Se, ovviamente, non si può "fare finta di niente", perché la pandemia e l'emergenza ci sono, non si può neanche pensare che sia inutile (o oltraggioso) cercare di comprendere e tenere sotto controllo i nuovi costrutti culturali che dalla gestione dell'emergenza stanno emergendo.

"La scienza non è democratica", ha detto qualcuno. Non lo so: mi sembra una frase provocatoria e senza senso, degna di un personaggio di Lewis Carroll, illogica quanto "il sugo alla puttanesca non è in chiave di Sol".

In compenso, quel che è certo è che la democrazia non è scientifica: non è questione di falso/vero, non è una sequenza di 1 e di 0, non è il risultato di una misurazione, non è un metodo finalizzato a conseguire una conoscenza della realtà sulla base della replicabilità dei risultati: è un metodo che consente di abitare un terreno comune, dove sia possibile confrontarsi costantemente, in modi formali e informali, per progettare insieme la cosa pubblica. 
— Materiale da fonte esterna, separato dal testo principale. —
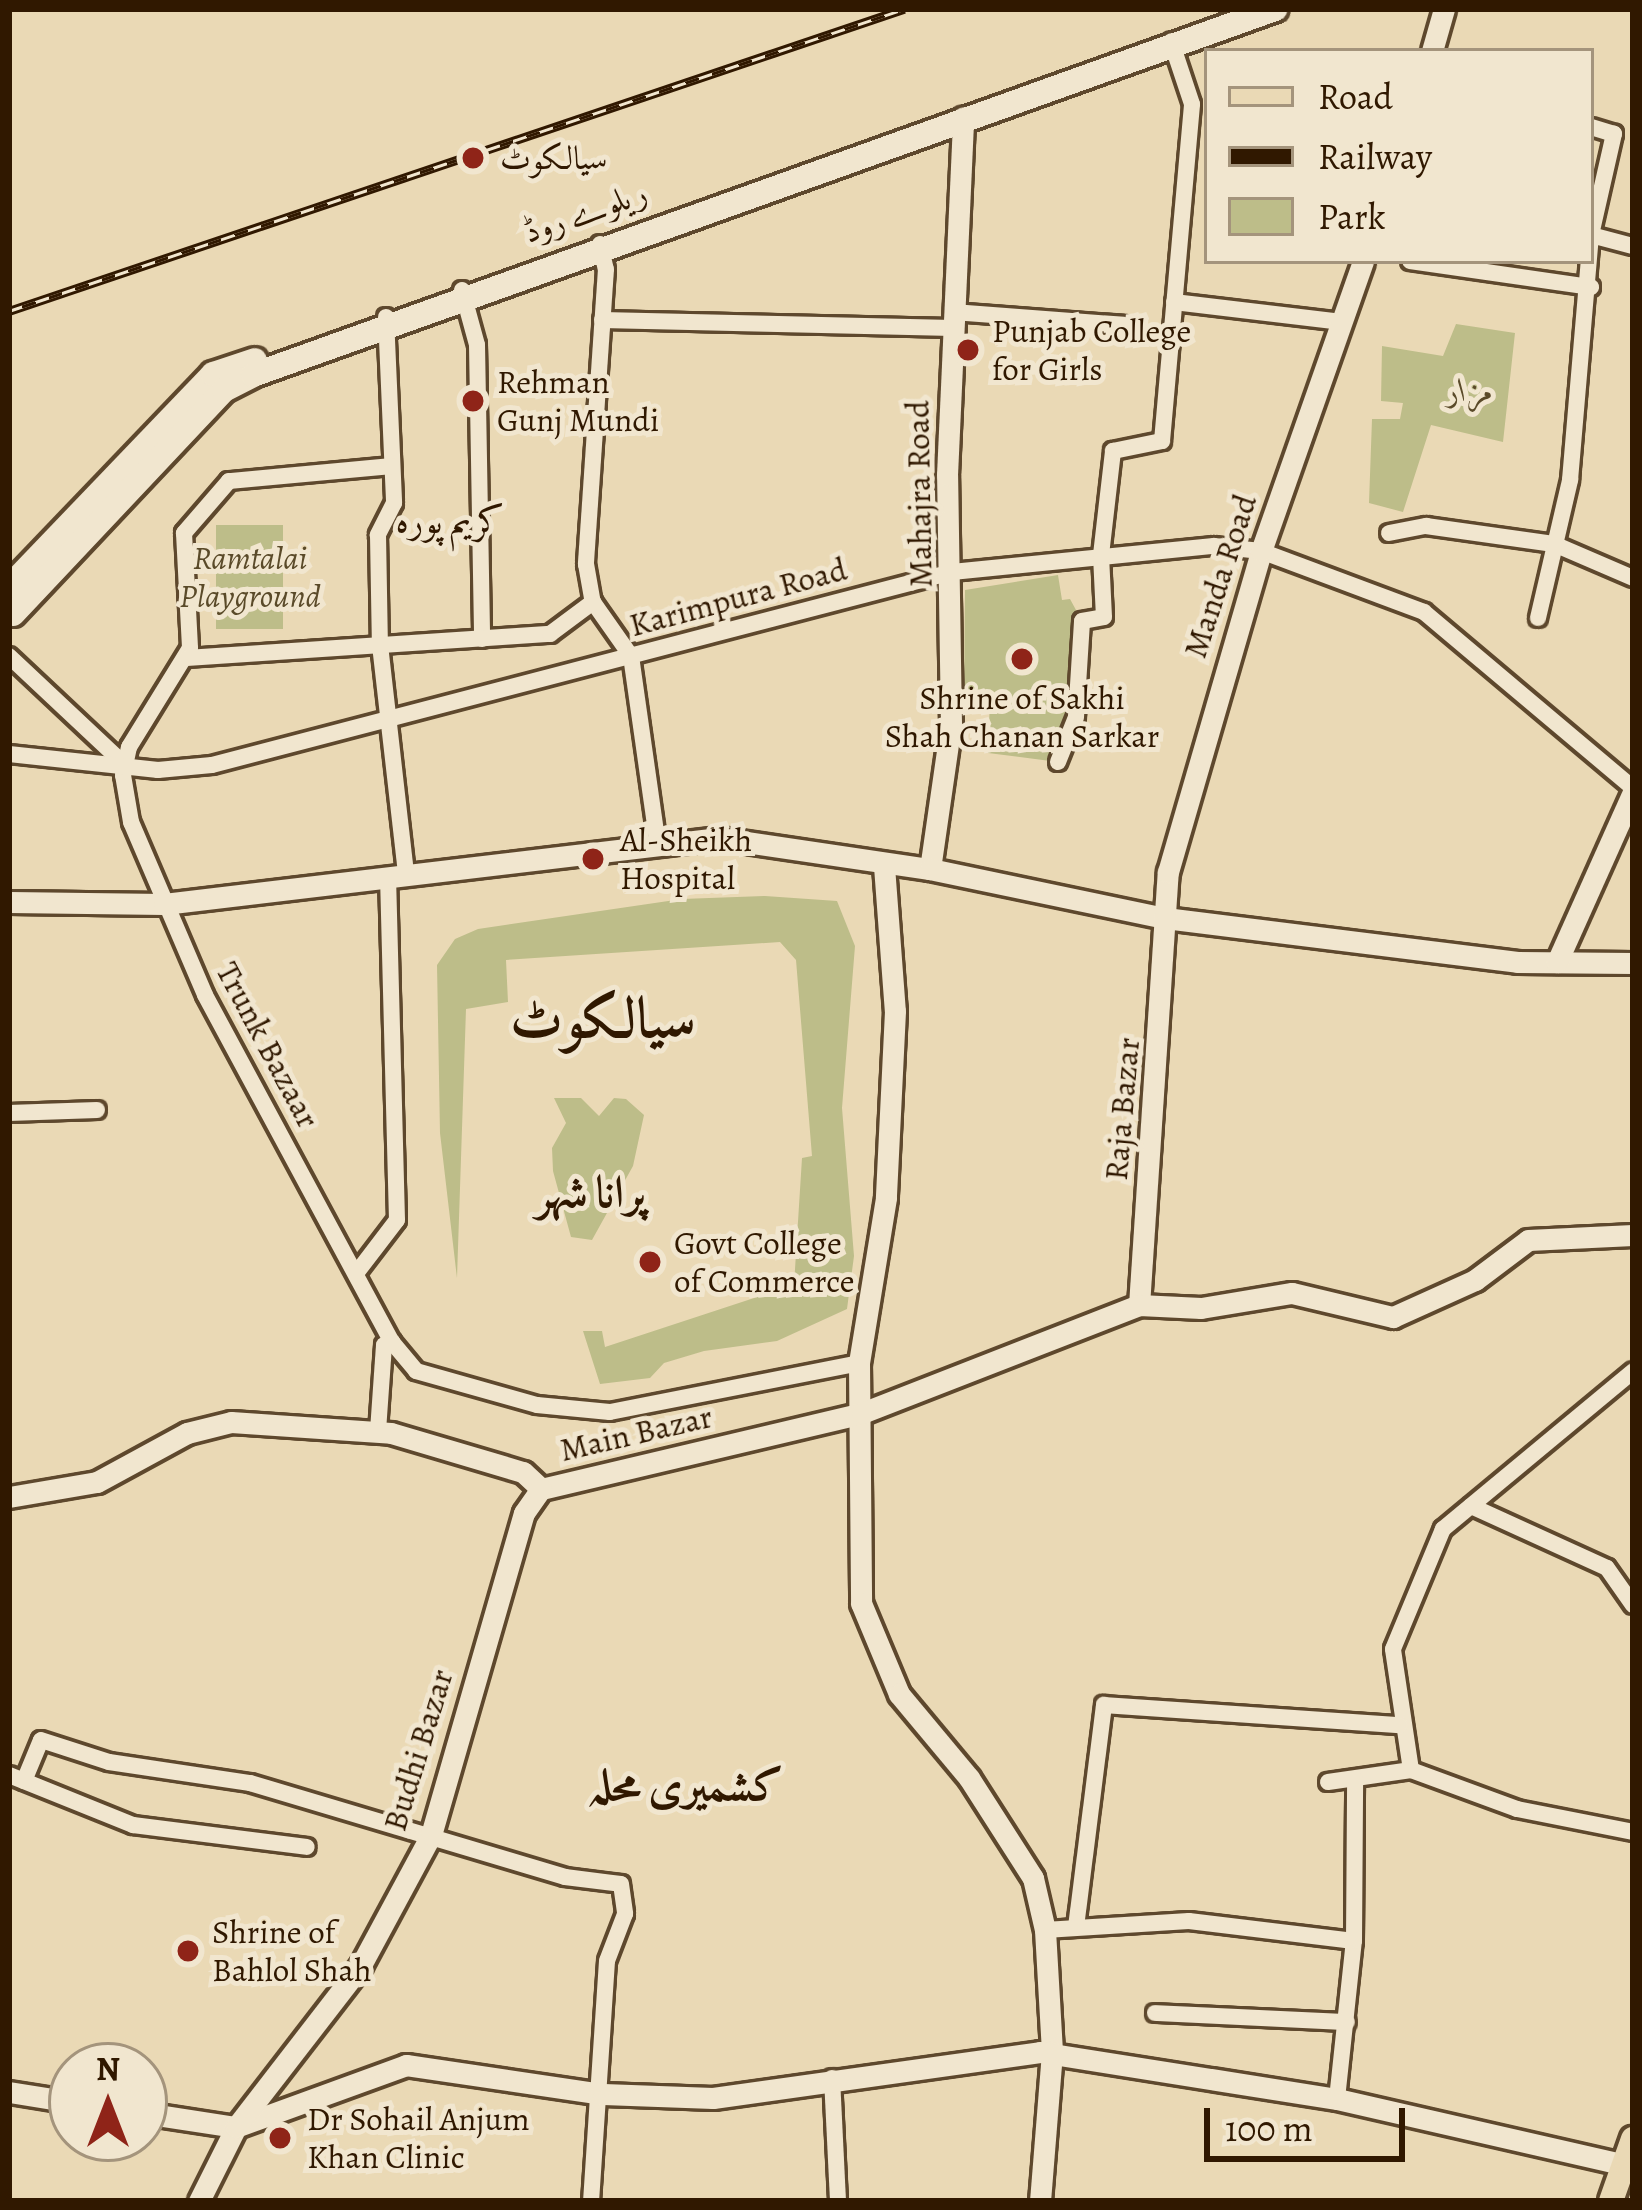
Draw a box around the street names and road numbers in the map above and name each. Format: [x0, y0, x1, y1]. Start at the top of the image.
street label: ریلوے روڈ [518, 172, 652, 252]
street label: Mahajra Road [898, 400, 940, 588]
street label: Manda Road [1175, 489, 1265, 663]
street label: Karimpura Road [625, 549, 851, 645]
street label: Trunk Bazaar [208, 955, 328, 1135]
street label: Raja Bazar [1096, 1036, 1148, 1182]
street label: Main Bazar [556, 1396, 716, 1470]
street label: Budhi Bazar [375, 1664, 461, 1836]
Per quello che mi riguarda, anche in emergenza, la democrazia e il bisogno di democrazia restano intatti. Se così non fosse, dimentichiamoci pure della democrazia: perché non ci libereremo in tempi brevi dalla (percezione di una possibile) emergenza. Vaccini o non vaccini. Green pass o non green pass. Covid o non covid. Credo che siamo entrati nell'epoca delle emergenze biologiche. E la democrazia va riaffermata, e attualizzata, ora, per il presente e per il futuro: non certo nel senso di ridimensionarla, ma di renderla capace di rispondere alle sfide contemporanee senza perdere la propria natura. Attraverso una riflessione collettiva, onesta, libera dall'emotività e dalla retorica divisiva.